Notre pays a l’âme dévastée. La France s’enfièvre. La colère est partout, dans les villes comme dans les campagnes. Elle est dans toutes les conversations. Elle est massive pour ne pas dire majoritaire. Elle est en passe de devenir le premier parti de France.

Ce samedi, la violence a été difficilement endiguée à Paris et a redoublé partout dans le pays. Elle se profile pour la jeunesse scolarisée et il n’y a qu’un pas pour que celle des banlieues suive. Grâce à des effectifs plus nombreux et plus réactifs, le jaune n‘a pas viré au rouge. La France entière s‘en félicite et remercie ses fonctionnaires.

Pour autant, rien n’est réglé et il vous faut éviter de gâcher ce court répit, vous le savez.

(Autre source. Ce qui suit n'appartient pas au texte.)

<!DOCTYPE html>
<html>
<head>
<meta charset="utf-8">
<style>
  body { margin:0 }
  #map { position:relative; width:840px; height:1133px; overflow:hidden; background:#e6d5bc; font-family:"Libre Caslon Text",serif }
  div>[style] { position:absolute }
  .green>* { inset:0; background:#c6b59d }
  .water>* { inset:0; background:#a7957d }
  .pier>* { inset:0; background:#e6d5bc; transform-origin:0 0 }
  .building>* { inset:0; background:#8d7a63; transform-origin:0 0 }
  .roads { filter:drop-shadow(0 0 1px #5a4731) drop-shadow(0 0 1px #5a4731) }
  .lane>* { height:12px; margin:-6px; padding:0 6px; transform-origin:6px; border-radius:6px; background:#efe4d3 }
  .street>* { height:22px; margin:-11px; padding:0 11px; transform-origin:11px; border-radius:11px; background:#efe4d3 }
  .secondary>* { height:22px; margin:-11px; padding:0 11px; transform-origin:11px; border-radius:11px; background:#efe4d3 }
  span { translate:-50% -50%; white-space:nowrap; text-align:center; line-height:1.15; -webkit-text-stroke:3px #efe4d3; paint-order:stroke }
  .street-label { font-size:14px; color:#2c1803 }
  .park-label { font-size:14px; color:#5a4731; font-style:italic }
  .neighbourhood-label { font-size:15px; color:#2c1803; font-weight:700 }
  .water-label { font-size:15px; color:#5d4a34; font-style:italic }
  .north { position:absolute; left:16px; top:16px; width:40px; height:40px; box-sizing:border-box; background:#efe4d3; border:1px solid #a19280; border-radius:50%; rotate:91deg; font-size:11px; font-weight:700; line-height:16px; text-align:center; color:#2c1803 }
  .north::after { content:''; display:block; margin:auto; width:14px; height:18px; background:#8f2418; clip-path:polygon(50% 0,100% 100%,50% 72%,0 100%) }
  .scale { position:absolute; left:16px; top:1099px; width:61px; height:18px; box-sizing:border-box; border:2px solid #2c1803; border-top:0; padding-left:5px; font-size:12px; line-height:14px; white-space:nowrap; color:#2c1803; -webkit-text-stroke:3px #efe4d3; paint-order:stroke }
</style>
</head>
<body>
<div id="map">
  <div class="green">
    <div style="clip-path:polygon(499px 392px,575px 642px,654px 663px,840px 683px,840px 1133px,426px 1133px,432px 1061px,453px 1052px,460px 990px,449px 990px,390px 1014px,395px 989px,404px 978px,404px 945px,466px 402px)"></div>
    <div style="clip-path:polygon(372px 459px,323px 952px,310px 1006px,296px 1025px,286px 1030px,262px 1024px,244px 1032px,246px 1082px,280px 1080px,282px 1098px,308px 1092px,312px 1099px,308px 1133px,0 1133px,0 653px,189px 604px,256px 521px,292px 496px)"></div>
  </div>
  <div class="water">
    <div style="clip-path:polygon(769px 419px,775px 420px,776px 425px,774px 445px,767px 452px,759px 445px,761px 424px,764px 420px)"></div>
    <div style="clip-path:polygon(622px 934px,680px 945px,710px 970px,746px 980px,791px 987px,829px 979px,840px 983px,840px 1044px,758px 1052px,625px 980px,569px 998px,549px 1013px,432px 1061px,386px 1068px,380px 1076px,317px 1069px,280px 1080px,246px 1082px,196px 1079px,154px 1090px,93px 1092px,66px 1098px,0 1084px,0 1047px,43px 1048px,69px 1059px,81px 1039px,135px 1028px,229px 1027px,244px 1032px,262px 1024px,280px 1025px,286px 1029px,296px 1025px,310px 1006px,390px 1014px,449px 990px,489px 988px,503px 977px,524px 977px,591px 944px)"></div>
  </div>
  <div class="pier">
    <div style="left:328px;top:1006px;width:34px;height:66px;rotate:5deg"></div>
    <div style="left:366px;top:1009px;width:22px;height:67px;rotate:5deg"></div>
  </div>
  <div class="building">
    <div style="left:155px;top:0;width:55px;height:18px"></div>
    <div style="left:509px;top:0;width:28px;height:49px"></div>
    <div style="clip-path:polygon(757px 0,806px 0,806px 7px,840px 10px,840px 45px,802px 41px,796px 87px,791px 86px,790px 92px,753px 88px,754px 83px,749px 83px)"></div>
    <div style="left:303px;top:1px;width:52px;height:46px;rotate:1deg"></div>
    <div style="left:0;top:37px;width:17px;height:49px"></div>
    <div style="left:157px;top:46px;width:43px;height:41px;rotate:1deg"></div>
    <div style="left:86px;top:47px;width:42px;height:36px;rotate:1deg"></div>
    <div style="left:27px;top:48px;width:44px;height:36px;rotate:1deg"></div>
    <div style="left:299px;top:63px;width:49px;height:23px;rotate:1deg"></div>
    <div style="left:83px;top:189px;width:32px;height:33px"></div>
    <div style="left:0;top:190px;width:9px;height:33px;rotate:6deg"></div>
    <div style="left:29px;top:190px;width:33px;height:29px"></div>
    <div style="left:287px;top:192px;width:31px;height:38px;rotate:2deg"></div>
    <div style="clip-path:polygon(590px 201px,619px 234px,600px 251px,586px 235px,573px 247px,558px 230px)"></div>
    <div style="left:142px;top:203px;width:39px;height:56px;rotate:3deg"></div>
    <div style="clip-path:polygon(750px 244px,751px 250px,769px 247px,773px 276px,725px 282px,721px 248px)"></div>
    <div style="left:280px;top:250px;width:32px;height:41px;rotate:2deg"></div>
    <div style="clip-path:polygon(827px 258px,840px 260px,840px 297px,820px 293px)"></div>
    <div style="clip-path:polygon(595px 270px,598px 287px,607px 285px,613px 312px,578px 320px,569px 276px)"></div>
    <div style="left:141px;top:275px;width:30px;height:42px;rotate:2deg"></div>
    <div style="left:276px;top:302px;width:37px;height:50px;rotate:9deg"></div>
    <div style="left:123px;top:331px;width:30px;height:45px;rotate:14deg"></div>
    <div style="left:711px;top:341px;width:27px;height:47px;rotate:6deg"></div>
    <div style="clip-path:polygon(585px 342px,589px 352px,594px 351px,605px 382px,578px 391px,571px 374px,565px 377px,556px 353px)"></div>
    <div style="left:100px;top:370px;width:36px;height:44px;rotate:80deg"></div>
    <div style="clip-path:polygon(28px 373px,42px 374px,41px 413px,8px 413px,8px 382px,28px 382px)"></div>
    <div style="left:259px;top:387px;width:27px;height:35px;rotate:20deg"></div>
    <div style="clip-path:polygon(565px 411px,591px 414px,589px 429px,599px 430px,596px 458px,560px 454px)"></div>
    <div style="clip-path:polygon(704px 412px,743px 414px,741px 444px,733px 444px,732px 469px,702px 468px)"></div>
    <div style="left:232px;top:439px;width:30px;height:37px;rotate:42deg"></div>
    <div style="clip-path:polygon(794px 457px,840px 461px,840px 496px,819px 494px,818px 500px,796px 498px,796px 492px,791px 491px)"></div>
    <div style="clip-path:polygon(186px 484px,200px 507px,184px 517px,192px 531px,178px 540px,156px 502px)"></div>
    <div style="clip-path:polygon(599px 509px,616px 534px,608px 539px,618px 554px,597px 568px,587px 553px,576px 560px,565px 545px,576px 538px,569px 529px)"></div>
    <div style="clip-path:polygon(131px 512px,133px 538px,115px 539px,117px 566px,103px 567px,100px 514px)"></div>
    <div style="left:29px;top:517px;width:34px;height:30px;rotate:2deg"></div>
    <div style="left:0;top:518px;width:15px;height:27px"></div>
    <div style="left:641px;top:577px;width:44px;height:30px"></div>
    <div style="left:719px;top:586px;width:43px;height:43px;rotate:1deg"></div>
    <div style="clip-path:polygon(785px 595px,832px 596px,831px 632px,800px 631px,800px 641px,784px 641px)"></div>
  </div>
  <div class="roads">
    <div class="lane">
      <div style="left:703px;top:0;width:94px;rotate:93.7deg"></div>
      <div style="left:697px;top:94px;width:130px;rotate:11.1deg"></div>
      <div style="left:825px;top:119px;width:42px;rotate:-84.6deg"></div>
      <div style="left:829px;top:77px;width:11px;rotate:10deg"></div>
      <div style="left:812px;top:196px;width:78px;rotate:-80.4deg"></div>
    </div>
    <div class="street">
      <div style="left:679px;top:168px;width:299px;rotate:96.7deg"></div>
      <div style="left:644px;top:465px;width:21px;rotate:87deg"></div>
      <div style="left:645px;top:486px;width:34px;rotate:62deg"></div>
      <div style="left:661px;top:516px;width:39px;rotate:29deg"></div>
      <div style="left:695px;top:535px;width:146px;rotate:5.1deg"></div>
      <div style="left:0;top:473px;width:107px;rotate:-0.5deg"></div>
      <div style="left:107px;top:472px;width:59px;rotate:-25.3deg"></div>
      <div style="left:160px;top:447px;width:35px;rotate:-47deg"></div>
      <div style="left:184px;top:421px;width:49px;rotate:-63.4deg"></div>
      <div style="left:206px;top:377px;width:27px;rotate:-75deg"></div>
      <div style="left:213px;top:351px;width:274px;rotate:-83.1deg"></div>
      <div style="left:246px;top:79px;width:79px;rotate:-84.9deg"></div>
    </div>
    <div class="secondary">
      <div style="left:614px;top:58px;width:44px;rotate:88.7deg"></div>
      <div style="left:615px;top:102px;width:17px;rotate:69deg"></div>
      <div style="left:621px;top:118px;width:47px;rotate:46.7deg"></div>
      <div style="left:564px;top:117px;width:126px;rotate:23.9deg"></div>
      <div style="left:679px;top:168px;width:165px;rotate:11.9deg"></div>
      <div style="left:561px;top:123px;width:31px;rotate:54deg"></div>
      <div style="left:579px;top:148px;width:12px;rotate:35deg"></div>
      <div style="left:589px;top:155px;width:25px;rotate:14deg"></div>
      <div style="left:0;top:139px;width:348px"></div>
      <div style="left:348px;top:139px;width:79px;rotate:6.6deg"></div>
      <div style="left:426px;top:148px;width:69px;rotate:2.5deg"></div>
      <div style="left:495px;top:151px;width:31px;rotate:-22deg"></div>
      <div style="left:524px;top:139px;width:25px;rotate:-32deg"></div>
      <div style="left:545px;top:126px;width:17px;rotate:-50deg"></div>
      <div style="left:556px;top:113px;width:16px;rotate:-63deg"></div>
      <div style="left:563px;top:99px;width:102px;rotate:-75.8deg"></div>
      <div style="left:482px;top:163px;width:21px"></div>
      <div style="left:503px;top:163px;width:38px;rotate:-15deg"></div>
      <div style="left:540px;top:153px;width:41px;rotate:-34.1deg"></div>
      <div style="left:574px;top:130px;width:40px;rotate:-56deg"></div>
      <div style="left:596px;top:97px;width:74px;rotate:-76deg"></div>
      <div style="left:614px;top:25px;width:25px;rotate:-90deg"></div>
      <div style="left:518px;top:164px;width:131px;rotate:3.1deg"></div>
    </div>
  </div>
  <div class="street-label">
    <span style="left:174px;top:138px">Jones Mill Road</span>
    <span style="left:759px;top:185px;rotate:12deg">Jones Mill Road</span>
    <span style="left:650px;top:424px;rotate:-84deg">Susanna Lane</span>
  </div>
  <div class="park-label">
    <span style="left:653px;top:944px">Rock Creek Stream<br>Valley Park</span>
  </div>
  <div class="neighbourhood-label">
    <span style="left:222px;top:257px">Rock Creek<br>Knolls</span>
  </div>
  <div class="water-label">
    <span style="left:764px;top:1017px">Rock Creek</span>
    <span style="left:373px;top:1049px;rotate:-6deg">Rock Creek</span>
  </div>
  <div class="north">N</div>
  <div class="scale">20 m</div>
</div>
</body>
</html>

Les débordements sont contenus mais le mécontentement demeure. Le maintien de l‘ordre ne sera pas suffisant face au maintien de la colère.

Il ne s’agit pas uniquement d’une jacquerie 2.0 provoquée par une taxe de trop qui ferait déborder un bol fiscal déjà à ras. Il ne s’agit pas d’un mal-être sociologique d’une France périphérique qui voudrait se rappeler au bon souvenir des élites. Il ne s’agit pas non plus de casseurs opportunistes qui viendraient camoufler leurs pillages derrière le masque de la contestation.

2018 est un mélange de 1936, de 1968 et peut-être de 2005. Il s’agit de tout cela et d’autre chose : fin du mois, fin du monde mais surtout fin de régime.
Notre vieux pays jacobin craque de toutes parts. La France n’en peut plus de l’encadrement des salaires, de la précarité et du mépris. La crise est sociale, fiscale et territoriale mais aussi de légitimité et de consentement.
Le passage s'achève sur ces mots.